Thursday, 28 February 2008

Potato Scones

Thursday 7.50am

Sunday morning, I’m up and dressed and gazing into the fridge wondering about breakfast. Nicola is still in bed reading because she is bunged up with a cold, tight chested and coughing and feeling miserable and tired because she hasn’t slept very well. To be honest there is not a lot in the fridge at the moment, but there on the middle shelf are a couple of big baked potatoes left over from last night. There are a lot of things you can do with left over potatoes but my favourite, the most homely and comforting, are potato scones. Call them scones or cakes these are another traditional recipe from . . . . well, everywhere that eats potatoes. Usually made with boiled potatoes, I like them made with baked potatoes for the flavour. And, like an unexpected visit from an old friend who is always welcome and fits in with anybody, these scones will go with anything, from soup to curry but especially butter, bacon or cheese

- Scoop out the insides of the potatoes and mash them by hand or in a food processor

- Add in salt, pepper and enough flour to make a soft but not dry dough

- Roll out thinly say a quarter of an inch and either make the proper big circles cut into triangles or use a pastry cutter

- Some people fry them but I always grill mine until speckled golden brown on both sides and puffed up a bit. A dry frying pan would also work, like the traditional ‘girdle’ or hot plate and thinking back when I was little one of our cookers had a flat hot plate on it beside the rings for just this sort of thing.


Eating them is easy, I poke through the leathery tops with a knife and put butter on the warm surface to melt. After taking a plateful to Nicola I sit outside with mine and remember the past – all the places I have lived, what I was doing and how I felt at the time.



Annette Hope also has a lovely description of potato scones in her book A Caledonian Feast

Tuesday, 26 February 2008

Morning stars

Tuesday 9pm

I get up before anybody else in the morning. Just now it is very dark and quite difficult to gather together the energy even to get out of bed, especially if I have to go to work that day. Sometimes it is only the nagging of the hungry cats that gets me moving. The last six months have been a difficult time for Nicola and myself but are finally improving. If we can only hold it together then I know it will all come right – our love for each other is certainly strong enough, but I feel talked out at the moment and really just want to go somewhere quiet and sit and not think and not talk. Sometimes the time for talking has passed and action is required, but that is not going to happen here and it frustrates me and that upsets the people around me. Anyway once I finally stagger into the kitchen and peer through my sore eyes outside at the coming dawn I see a beautiful encouraging sight. Two stars, one bright and white the other dull red. I think they might be planets – Venus and Mars.

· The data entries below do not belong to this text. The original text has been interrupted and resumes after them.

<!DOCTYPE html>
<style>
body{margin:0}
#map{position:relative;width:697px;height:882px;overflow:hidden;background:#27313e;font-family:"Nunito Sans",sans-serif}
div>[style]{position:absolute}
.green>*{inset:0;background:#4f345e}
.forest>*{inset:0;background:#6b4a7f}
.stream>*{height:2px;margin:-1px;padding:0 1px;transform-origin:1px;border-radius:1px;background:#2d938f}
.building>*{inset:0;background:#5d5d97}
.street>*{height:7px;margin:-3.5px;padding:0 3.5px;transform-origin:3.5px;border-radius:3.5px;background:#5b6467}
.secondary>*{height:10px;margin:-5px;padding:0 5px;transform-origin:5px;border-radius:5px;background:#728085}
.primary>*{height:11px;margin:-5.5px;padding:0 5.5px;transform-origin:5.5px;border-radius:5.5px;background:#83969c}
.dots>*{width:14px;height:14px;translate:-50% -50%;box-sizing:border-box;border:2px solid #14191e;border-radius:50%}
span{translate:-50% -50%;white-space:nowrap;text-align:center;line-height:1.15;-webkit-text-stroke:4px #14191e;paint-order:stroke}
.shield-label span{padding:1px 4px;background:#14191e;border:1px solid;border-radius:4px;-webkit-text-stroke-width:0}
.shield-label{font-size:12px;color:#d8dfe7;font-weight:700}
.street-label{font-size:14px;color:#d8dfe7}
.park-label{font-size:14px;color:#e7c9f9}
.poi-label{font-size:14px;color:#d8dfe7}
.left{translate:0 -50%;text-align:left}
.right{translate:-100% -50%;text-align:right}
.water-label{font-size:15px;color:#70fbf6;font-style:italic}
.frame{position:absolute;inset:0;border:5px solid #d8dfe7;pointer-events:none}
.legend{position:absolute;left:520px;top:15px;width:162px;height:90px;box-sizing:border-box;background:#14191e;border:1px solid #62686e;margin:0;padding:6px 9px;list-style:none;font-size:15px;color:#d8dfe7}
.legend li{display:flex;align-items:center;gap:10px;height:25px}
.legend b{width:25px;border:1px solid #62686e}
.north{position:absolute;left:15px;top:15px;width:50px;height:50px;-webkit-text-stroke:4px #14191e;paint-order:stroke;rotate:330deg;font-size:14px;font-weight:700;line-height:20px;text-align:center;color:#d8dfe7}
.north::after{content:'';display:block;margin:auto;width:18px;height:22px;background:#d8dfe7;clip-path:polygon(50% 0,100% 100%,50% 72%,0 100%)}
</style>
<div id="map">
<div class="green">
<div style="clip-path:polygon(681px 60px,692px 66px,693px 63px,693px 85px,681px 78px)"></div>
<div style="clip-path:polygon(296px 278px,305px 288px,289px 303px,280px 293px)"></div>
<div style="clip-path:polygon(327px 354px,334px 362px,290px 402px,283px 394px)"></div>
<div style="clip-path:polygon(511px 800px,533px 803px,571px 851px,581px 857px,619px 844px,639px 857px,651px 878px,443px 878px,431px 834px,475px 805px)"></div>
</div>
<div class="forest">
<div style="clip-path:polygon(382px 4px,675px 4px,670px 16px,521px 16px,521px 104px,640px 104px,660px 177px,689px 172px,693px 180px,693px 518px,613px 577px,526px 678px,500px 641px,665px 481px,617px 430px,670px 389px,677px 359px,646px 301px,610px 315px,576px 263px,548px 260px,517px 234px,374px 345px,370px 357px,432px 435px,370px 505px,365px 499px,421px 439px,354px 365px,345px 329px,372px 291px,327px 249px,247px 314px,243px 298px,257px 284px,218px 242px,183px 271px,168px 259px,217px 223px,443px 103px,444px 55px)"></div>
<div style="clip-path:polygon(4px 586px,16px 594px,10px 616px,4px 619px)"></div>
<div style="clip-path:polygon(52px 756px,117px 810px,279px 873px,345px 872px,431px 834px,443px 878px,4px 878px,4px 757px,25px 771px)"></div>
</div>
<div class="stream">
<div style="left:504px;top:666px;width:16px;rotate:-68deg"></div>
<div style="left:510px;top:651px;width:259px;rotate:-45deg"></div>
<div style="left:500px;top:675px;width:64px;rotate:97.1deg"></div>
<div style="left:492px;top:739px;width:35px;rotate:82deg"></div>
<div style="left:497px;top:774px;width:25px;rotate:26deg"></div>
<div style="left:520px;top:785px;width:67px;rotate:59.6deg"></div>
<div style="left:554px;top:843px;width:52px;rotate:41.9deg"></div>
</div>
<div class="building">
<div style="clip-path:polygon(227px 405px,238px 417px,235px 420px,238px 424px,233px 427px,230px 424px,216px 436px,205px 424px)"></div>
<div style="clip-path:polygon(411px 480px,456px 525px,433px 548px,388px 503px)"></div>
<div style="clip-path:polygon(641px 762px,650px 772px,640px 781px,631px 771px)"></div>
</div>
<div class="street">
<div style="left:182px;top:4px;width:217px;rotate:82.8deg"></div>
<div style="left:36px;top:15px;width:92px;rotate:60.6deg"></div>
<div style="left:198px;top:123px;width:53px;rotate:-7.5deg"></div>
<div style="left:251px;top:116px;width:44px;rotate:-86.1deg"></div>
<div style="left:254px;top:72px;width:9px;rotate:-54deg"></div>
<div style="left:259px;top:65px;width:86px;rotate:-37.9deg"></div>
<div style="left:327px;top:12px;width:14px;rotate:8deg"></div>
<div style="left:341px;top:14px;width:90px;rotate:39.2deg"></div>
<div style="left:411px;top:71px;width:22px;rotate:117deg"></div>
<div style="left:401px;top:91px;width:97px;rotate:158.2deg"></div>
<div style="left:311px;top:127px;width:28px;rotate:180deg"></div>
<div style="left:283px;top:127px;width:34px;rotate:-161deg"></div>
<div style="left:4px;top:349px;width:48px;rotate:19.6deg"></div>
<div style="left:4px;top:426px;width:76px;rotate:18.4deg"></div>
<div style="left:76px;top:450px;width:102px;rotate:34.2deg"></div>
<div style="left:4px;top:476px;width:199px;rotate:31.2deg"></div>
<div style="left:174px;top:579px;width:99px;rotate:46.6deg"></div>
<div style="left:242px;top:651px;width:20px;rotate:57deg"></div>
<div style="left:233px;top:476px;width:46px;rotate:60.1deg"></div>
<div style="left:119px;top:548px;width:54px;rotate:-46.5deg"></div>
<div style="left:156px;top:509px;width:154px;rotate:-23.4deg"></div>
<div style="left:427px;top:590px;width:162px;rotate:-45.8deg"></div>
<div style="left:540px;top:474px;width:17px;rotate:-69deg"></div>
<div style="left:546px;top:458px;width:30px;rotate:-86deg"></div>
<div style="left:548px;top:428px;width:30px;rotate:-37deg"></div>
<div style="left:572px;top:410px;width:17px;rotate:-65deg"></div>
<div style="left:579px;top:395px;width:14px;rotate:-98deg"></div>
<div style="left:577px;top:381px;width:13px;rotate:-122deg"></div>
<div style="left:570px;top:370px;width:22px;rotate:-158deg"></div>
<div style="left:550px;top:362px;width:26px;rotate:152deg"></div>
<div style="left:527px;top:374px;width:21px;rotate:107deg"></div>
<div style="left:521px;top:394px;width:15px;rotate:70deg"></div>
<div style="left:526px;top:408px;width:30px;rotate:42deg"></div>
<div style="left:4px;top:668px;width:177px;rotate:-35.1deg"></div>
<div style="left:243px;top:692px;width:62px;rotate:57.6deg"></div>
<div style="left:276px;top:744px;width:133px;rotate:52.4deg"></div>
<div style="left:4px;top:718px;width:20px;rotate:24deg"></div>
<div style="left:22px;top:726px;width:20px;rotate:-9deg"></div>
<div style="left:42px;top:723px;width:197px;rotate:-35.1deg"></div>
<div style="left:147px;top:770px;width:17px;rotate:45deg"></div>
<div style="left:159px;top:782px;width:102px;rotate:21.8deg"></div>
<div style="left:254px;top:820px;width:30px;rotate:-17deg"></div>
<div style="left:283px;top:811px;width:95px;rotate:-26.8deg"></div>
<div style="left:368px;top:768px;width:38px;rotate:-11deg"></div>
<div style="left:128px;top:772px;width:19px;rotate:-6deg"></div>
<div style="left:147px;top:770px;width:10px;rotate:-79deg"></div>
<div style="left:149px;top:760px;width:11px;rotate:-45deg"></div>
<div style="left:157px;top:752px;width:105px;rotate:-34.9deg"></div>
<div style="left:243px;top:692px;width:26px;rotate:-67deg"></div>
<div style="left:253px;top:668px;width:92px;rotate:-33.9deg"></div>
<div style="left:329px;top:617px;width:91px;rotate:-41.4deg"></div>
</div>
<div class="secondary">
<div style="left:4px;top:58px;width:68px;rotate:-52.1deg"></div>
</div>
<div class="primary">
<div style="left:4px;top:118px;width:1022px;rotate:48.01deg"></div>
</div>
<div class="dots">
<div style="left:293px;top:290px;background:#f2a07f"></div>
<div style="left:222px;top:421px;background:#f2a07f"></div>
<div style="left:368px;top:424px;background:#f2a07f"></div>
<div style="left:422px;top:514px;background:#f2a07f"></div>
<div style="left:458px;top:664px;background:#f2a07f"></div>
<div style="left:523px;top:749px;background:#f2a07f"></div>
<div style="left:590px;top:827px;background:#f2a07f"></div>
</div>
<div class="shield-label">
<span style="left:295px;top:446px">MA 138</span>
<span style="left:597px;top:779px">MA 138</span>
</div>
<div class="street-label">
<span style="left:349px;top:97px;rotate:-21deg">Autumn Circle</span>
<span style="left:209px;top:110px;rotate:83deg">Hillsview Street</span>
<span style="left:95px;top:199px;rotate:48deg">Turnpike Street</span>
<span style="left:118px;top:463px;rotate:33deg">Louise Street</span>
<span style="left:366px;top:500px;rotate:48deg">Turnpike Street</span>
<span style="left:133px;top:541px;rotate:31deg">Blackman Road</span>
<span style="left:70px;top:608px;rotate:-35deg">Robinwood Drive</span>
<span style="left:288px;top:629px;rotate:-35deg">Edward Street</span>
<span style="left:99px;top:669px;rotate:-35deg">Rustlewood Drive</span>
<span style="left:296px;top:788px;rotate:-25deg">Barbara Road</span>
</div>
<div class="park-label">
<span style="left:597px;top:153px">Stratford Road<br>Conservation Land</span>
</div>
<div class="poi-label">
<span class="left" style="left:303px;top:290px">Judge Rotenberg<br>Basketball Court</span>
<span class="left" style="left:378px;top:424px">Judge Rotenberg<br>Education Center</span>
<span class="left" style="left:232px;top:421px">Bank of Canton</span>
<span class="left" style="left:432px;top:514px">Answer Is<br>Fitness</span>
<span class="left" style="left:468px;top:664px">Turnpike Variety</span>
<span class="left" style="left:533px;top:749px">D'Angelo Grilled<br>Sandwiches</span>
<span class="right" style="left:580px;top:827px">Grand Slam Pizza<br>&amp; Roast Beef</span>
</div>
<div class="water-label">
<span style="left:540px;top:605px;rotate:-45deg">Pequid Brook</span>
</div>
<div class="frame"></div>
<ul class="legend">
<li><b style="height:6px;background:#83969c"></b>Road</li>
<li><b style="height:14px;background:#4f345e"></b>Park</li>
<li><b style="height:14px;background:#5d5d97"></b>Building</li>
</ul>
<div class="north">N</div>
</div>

I don’t know what it is about celestial things but I find them so calming and optimistic, there is more to life than my problems and so much to be grateful for, a new dawn for me I think.


Sunday, 24 February 2008

Tomato and black olive soup

Friday 1pm

Picked a huge bowl full of cherry tomatoes earlier, and there are still lots ripening up so I have no guilt about making half of them into a simple tomato soup.

- Half an onion and a clove of garlic are gently fried in some oil and butter till soft.

- Meanwhile peel and chop a couple of small potatoes for thickening and add them to the pan.

-Then the tomatoes – about three pounds in this case, along with a basil leaf or two.

- Stir and mix everything then add some stock, vegetable or in this case some chicken stock from the fridge that Nicola had made. I added a pint but the soup was a bit thin cos of the amount of liquid from the tomatoes and had to be boiled down a bit until it thickened up so next time I’ll only add half a pint I think.

- Anyway simmer now until the tomatoes and potatoes are cooked and soft about twenty minutes.

- Now the skin and seeds need to be removed which I do by putting a metal sieve over a big jug, pouring in the soup and pushing it through firmly with a wooden spoon.

- Wash the pan and put the soup back in to warm through, season and voila – tomato soup.

And that is how we ate it Nicola and I, sitting outside - a nice simple soup.


But all the way through the cooking I kept thinking it was a bit one dimensional, a though kept popping into my head - black olives. So today (Sunday) I finally got a jar.

- Draining a handful of olives I chopped and squashed them into a paste, then stirred a small desertspoonfull into the rest of the soup and warmed it through.

Delicious and quite pretty – the reddish orange colour speckled through with aubergine flecks. It will be my lunch tomorrow at work.